Task requirements: What is needed is a faithful copy of all the entries, with no pictures in it.

[Opening Records to process section]

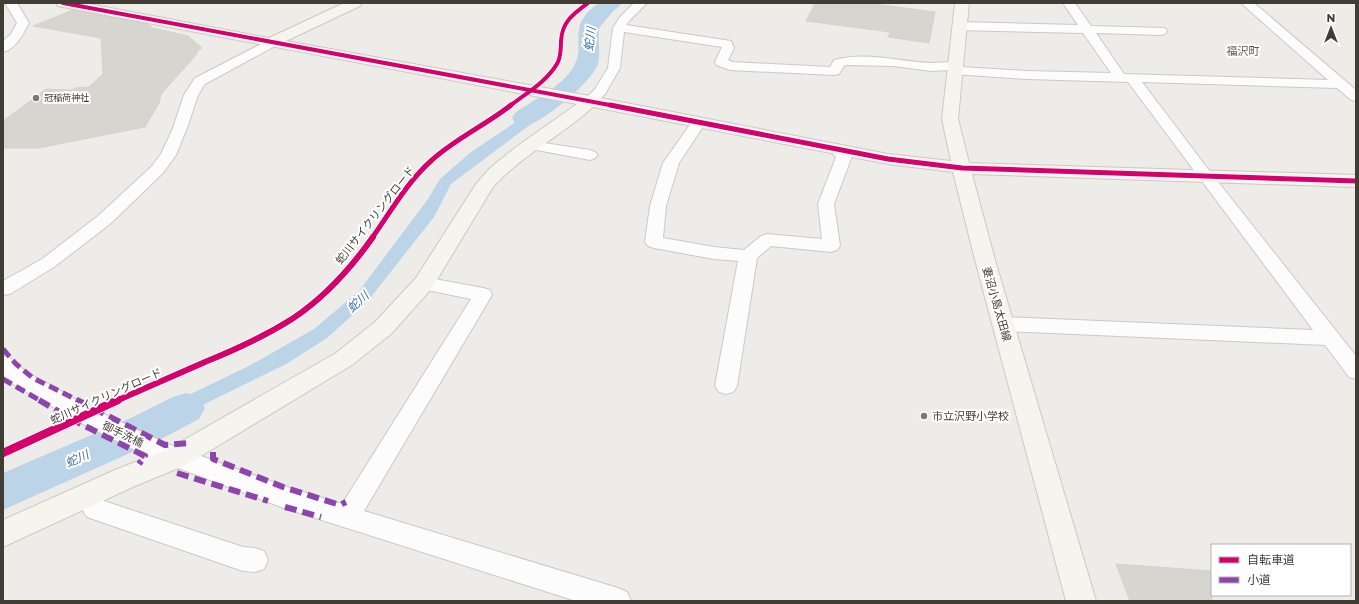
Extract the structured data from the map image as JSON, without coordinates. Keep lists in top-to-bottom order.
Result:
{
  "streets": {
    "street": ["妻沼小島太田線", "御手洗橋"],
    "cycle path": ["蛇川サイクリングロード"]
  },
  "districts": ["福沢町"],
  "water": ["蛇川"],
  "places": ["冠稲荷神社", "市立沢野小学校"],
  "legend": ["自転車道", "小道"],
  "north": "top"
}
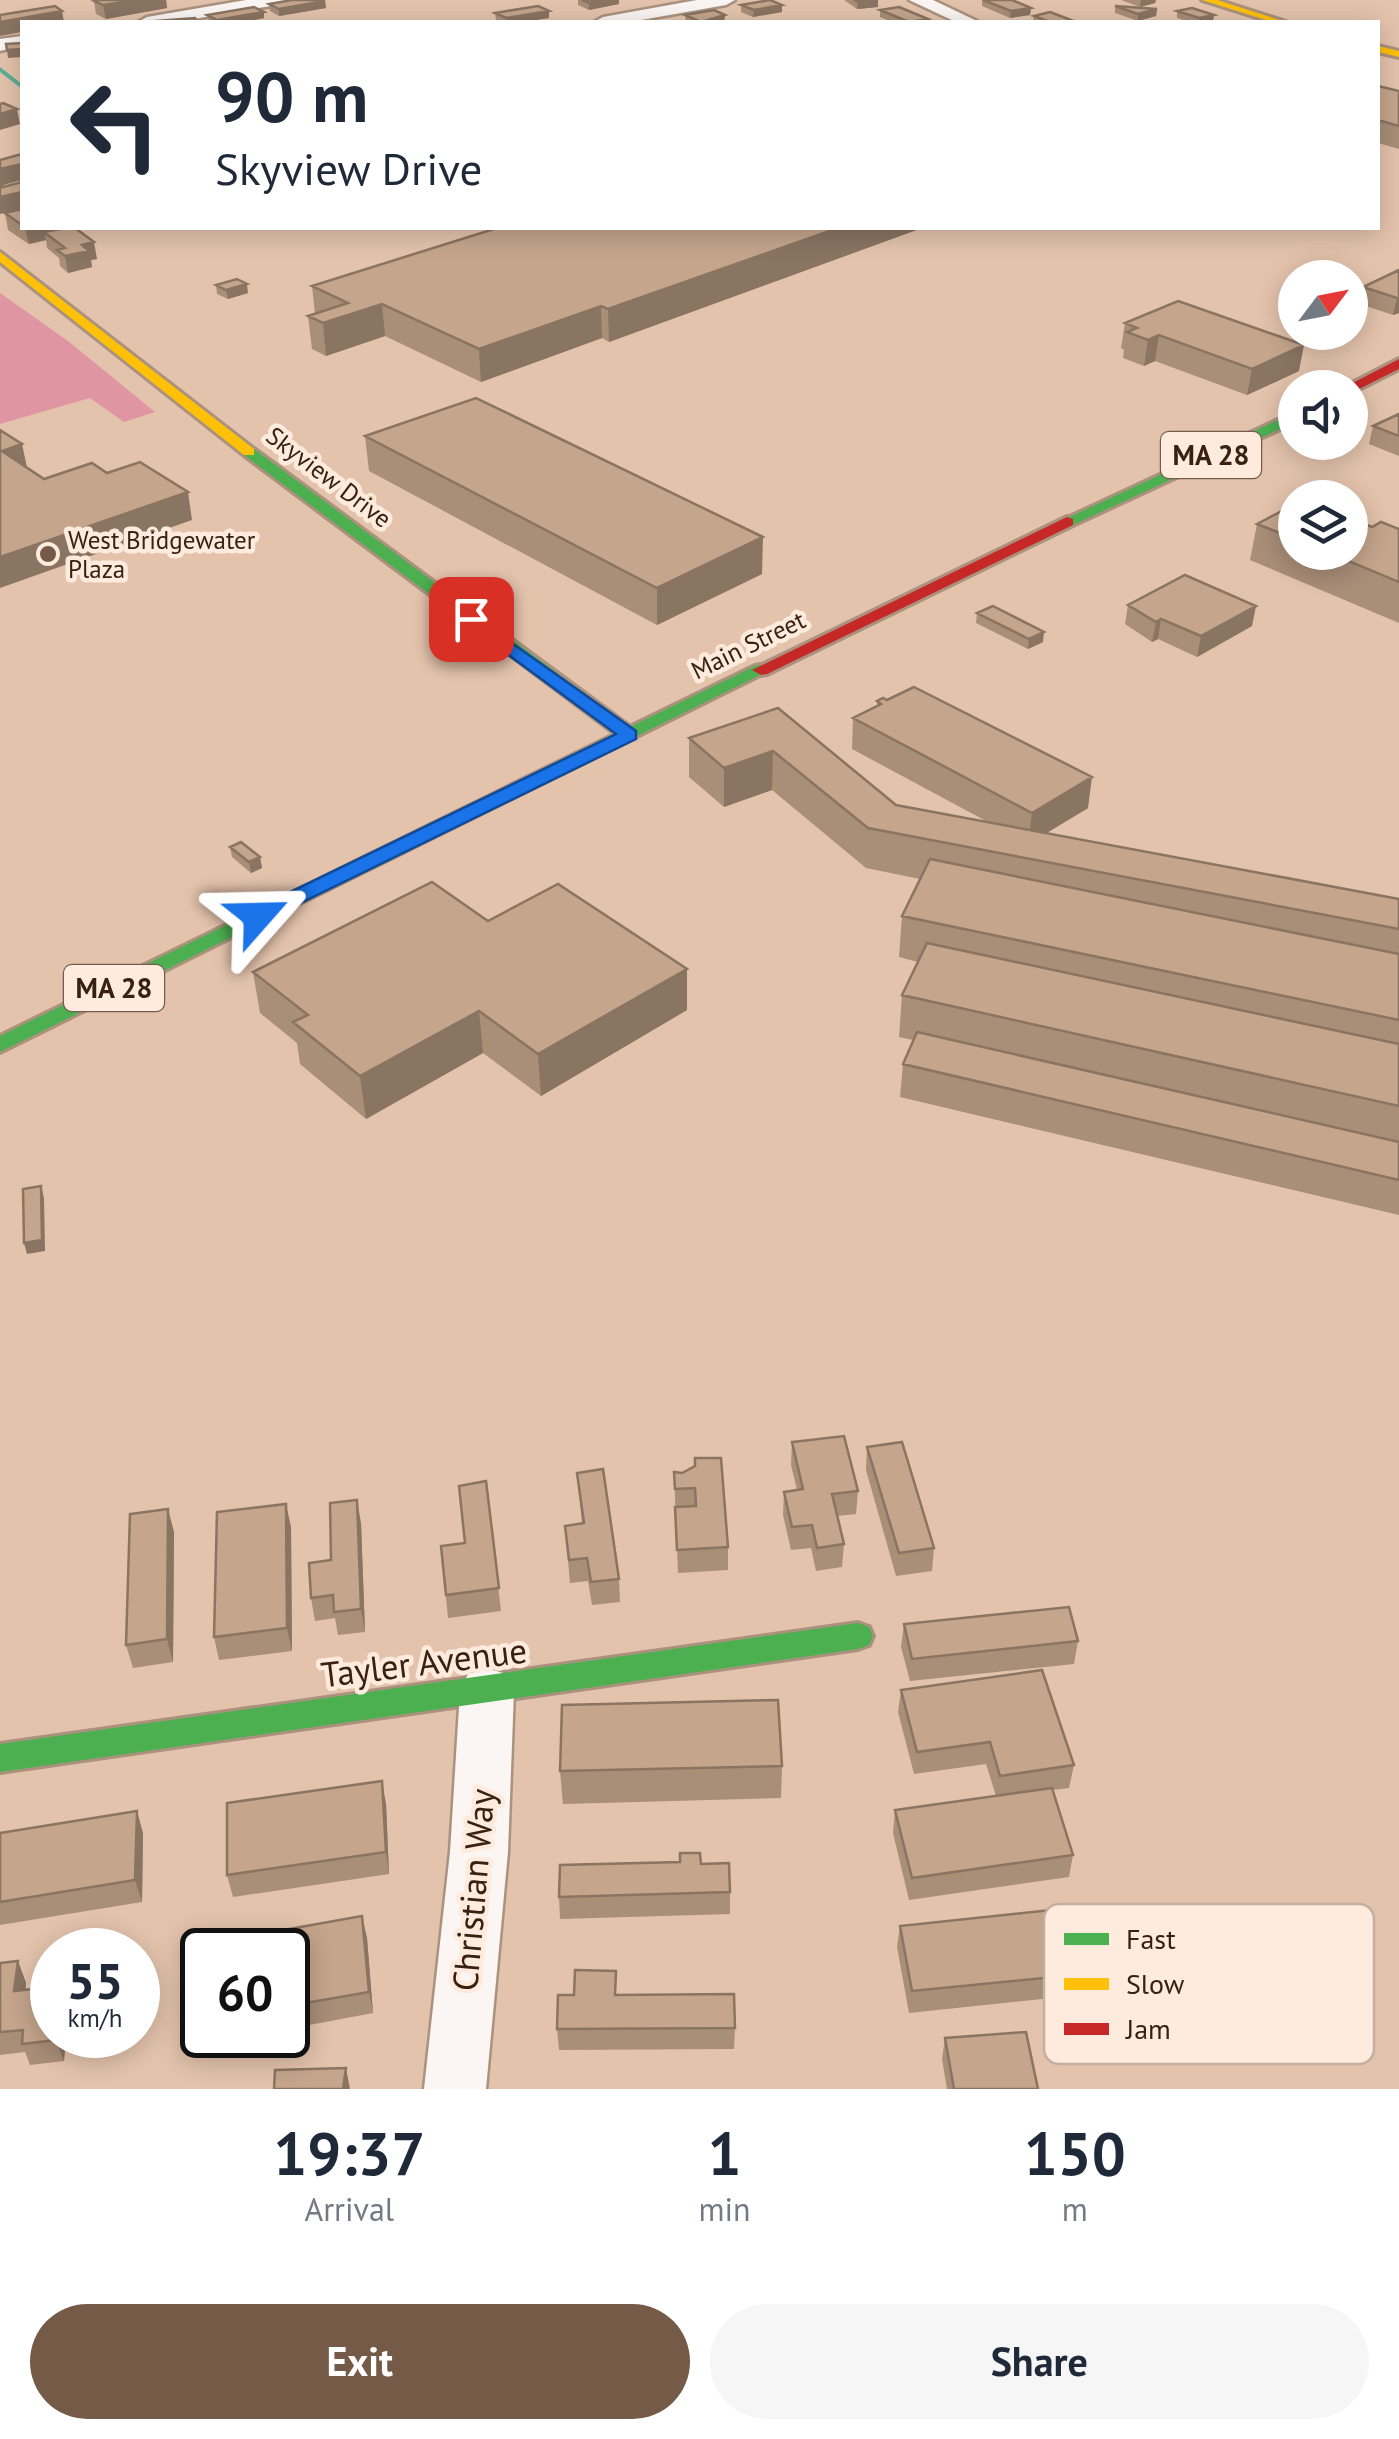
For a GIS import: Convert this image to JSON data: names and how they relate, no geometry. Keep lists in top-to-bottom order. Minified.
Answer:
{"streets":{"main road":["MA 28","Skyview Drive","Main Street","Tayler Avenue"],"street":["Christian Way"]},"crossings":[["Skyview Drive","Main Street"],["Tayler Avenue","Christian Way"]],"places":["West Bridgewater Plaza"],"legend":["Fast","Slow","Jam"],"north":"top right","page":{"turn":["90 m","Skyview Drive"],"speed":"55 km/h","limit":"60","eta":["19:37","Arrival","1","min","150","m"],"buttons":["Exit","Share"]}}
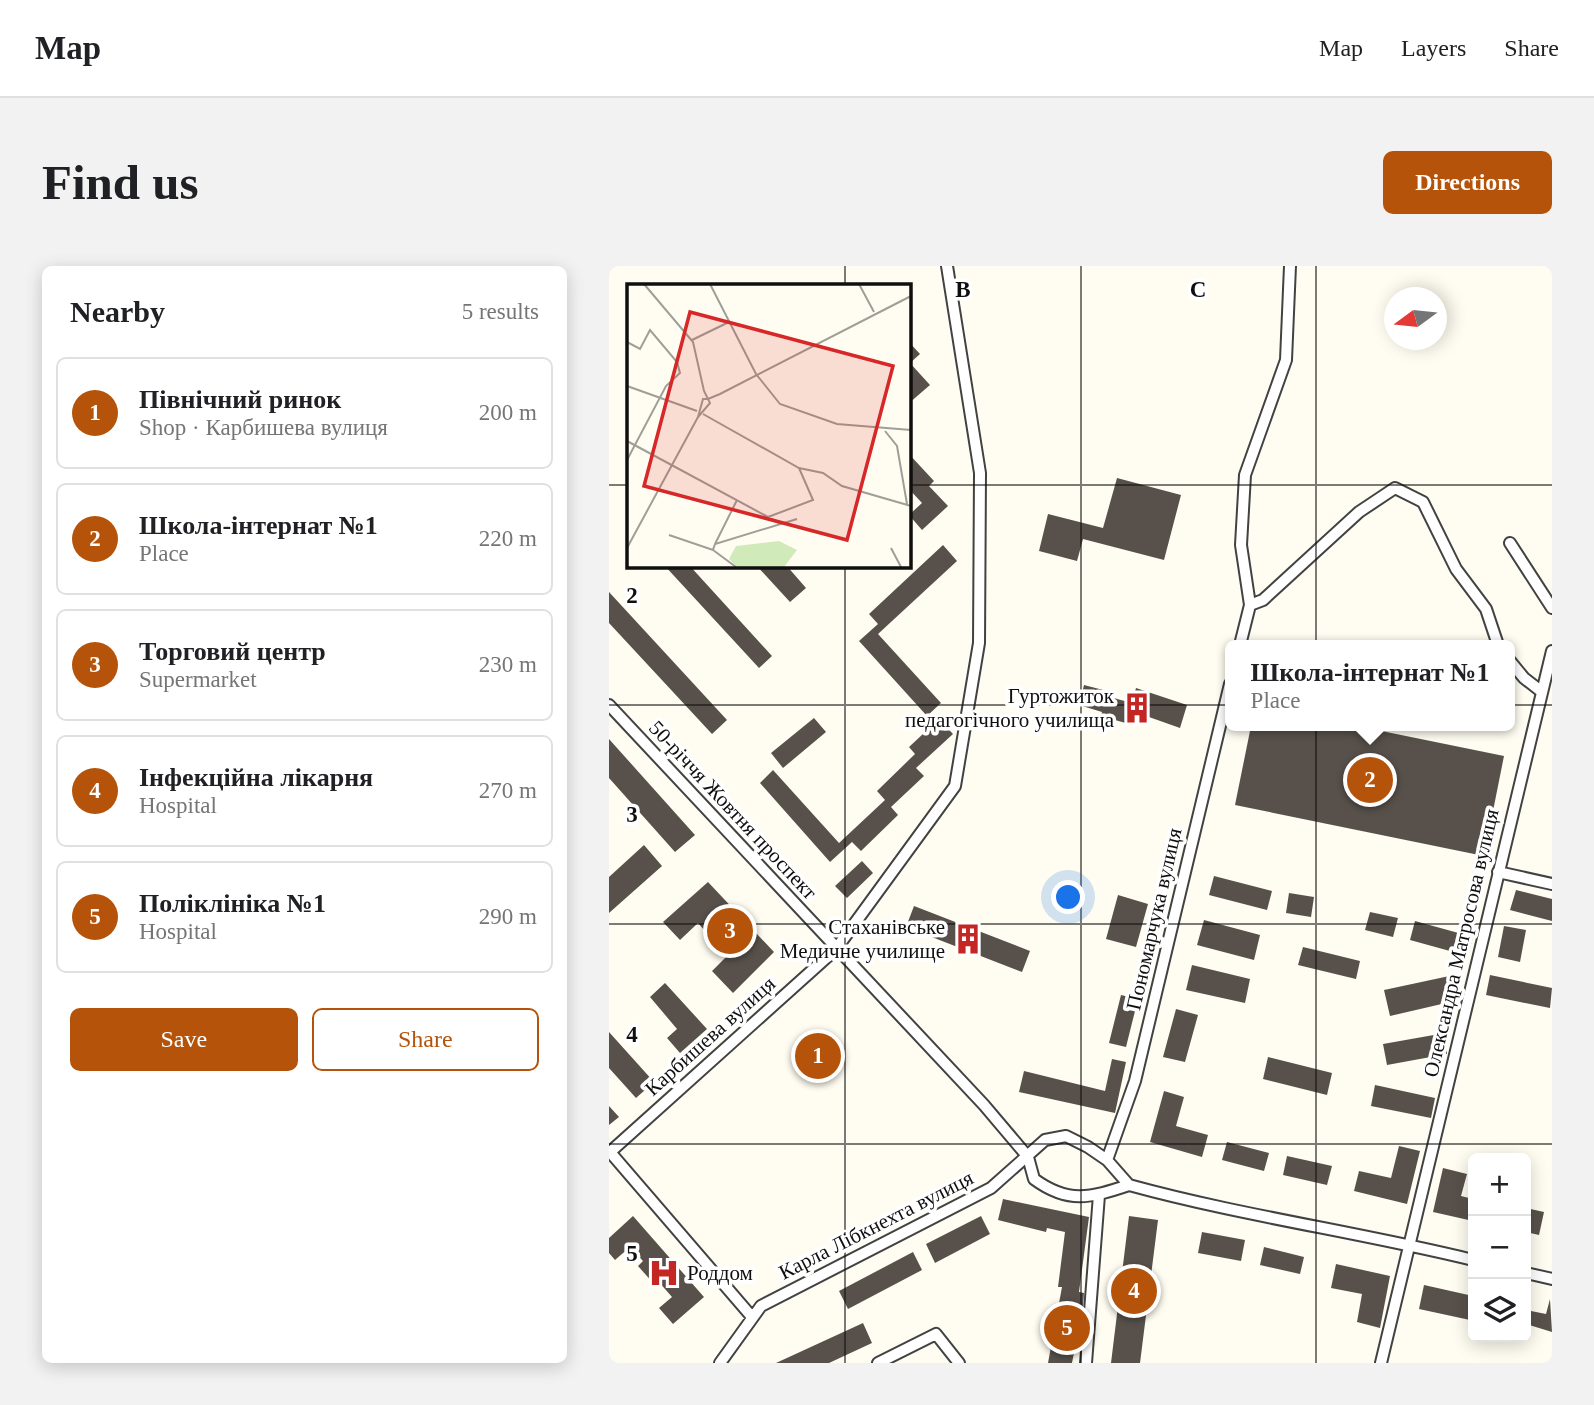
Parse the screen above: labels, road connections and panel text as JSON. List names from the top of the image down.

[Closing Records to process section]

Output of the exercise:
Extract the structured data from the map image as JSON, without coordinates. Keep lists in top-to-bottom order.
Result:
{
  "streets": {
    "street": ["妻沼小島太田線", "御手洗橋"],
    "cycle path": ["蛇川サイクリングロード"]
  },
  "districts": ["福沢町"],
  "water": ["蛇川"],
  "places": ["冠稲荷神社", "市立沢野小学校"],
  "legend": ["自転車道", "小道"],
  "north": "top"
}
For a GIS import: Convert this image to JSON data: names and how they relate, no geometry. Keep lists in top-to-bottom order. Minified.
Answer:
{"streets":{"main road":["MA 28","Skyview Drive","Main Street","Tayler Avenue"],"street":["Christian Way"]},"crossings":[["Skyview Drive","Main Street"],["Tayler Avenue","Christian Way"]],"places":["West Bridgewater Plaza"],"legend":["Fast","Slow","Jam"],"north":"top right","page":{"turn":["90 m","Skyview Drive"],"speed":"55 km/h","limit":"60","eta":["19:37","Arrival","1","min","150","m"],"buttons":["Exit","Share"]}}
Parse the screen above: labels, road connections and panel text as JSON. List names from the top of the image down.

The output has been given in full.